*Input material*:
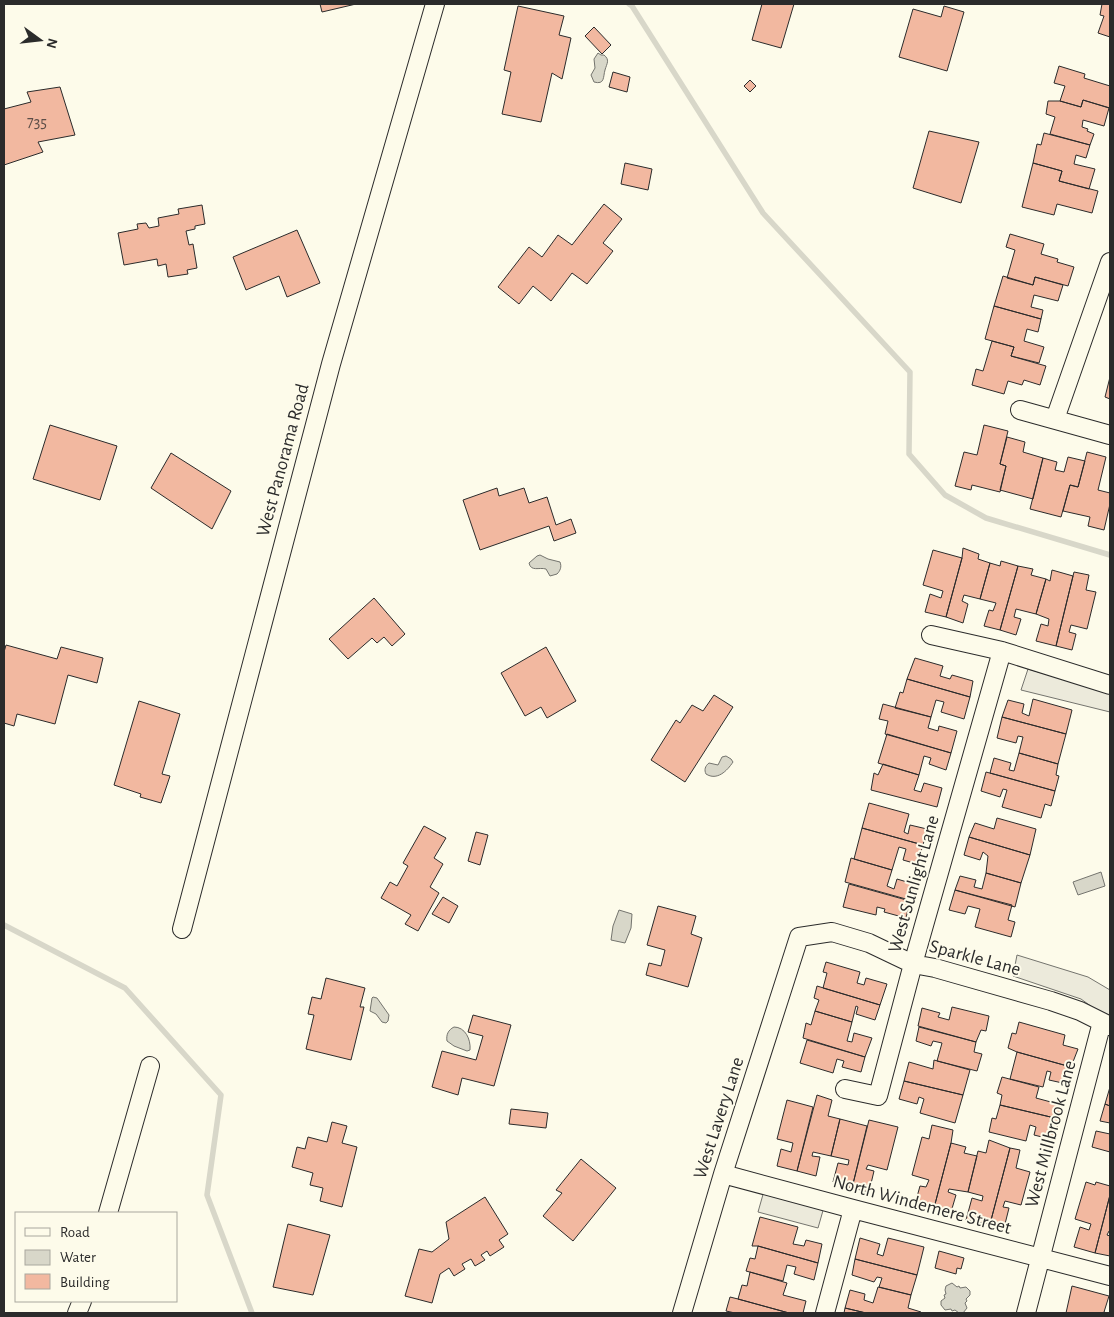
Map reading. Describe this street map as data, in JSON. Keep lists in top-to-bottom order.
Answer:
{
  "streets": {
    "street": [
      "West Panorama Road",
      "West Sunlight Lane",
      "Sparkle Lane",
      "West Lavery Lane",
      "West Millbrook Lane",
      "North Windemere Street"
    ]
  },
  "crossings": [
    ["West Sunlight Lane", "Sparkle Lane"],
    ["Sparkle Lane", "West Lavery Lane"],
    ["Sparkle Lane", "West Millbrook Lane"],
    ["West Lavery Lane", "North Windemere Street"],
    ["West Millbrook Lane", "North Windemere Street"]
  ],
  "house_numbers": ["735"],
  "legend": ["Road", "Water", "Building"],
  "north": "right"
}
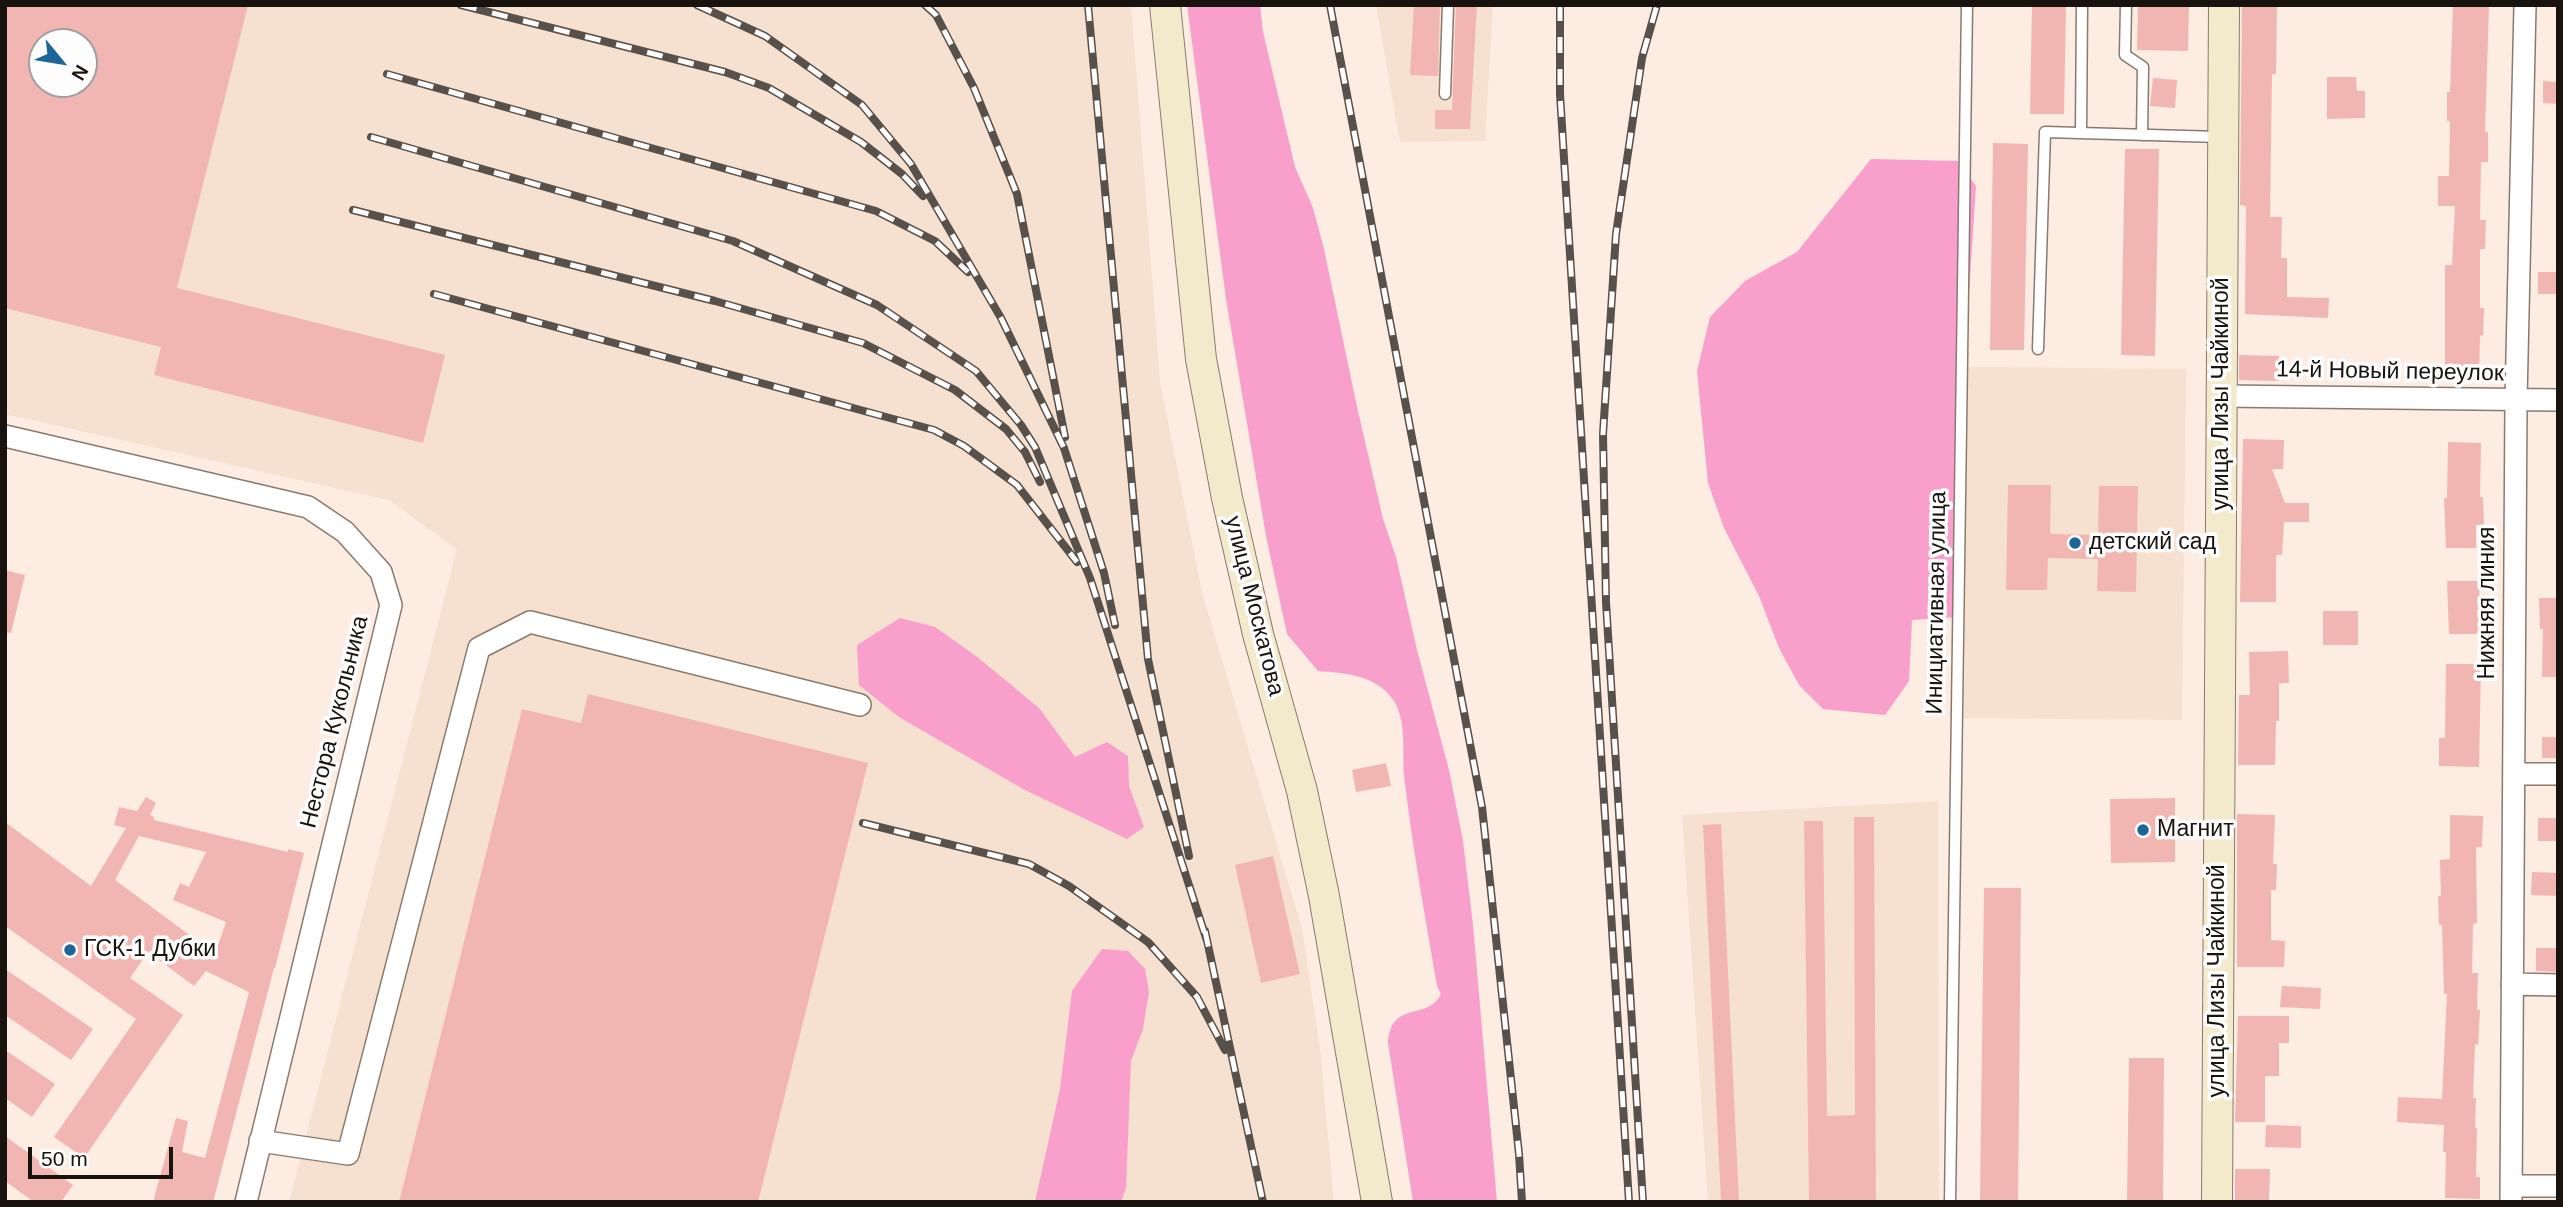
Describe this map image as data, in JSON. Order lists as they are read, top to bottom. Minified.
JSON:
{"streets":{"main road":["улица Лизы Чайкиной","улица Москатова"],"street":["14-й Новый переулок","Нижняя линия","Нестора Кукольника"],"lane":["Инициативная улица"]},"crossings":[["14-й Новый переулок","улица Лизы Чайкиной"],["14-й Новый переулок","Нижняя линия"]],"places":["детский сад","Магнит","ГСК-1 Дубки"],"scale_bar":"50 m","north":"bottom right"}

*What you have to do*: What are the lines from the one containing "Describe this map" through the end of the material? Reproduce them exactly, both ends included, with nothing added.

*Solution to this task*:
Describe this map image as data, in JSON. Order lists as they are read, top to bottom. Minified.
JSON:
{"streets":{"main road":["улица Лизы Чайкиной","улица Москатова"],"street":["14-й Новый переулок","Нижняя линия","Нестора Кукольника"],"lane":["Инициативная улица"]},"crossings":[["14-й Новый переулок","улица Лизы Чайкиной"],["14-й Новый переулок","Нижняя линия"]],"places":["детский сад","Магнит","ГСК-1 Дубки"],"scale_bar":"50 m","north":"bottom right"}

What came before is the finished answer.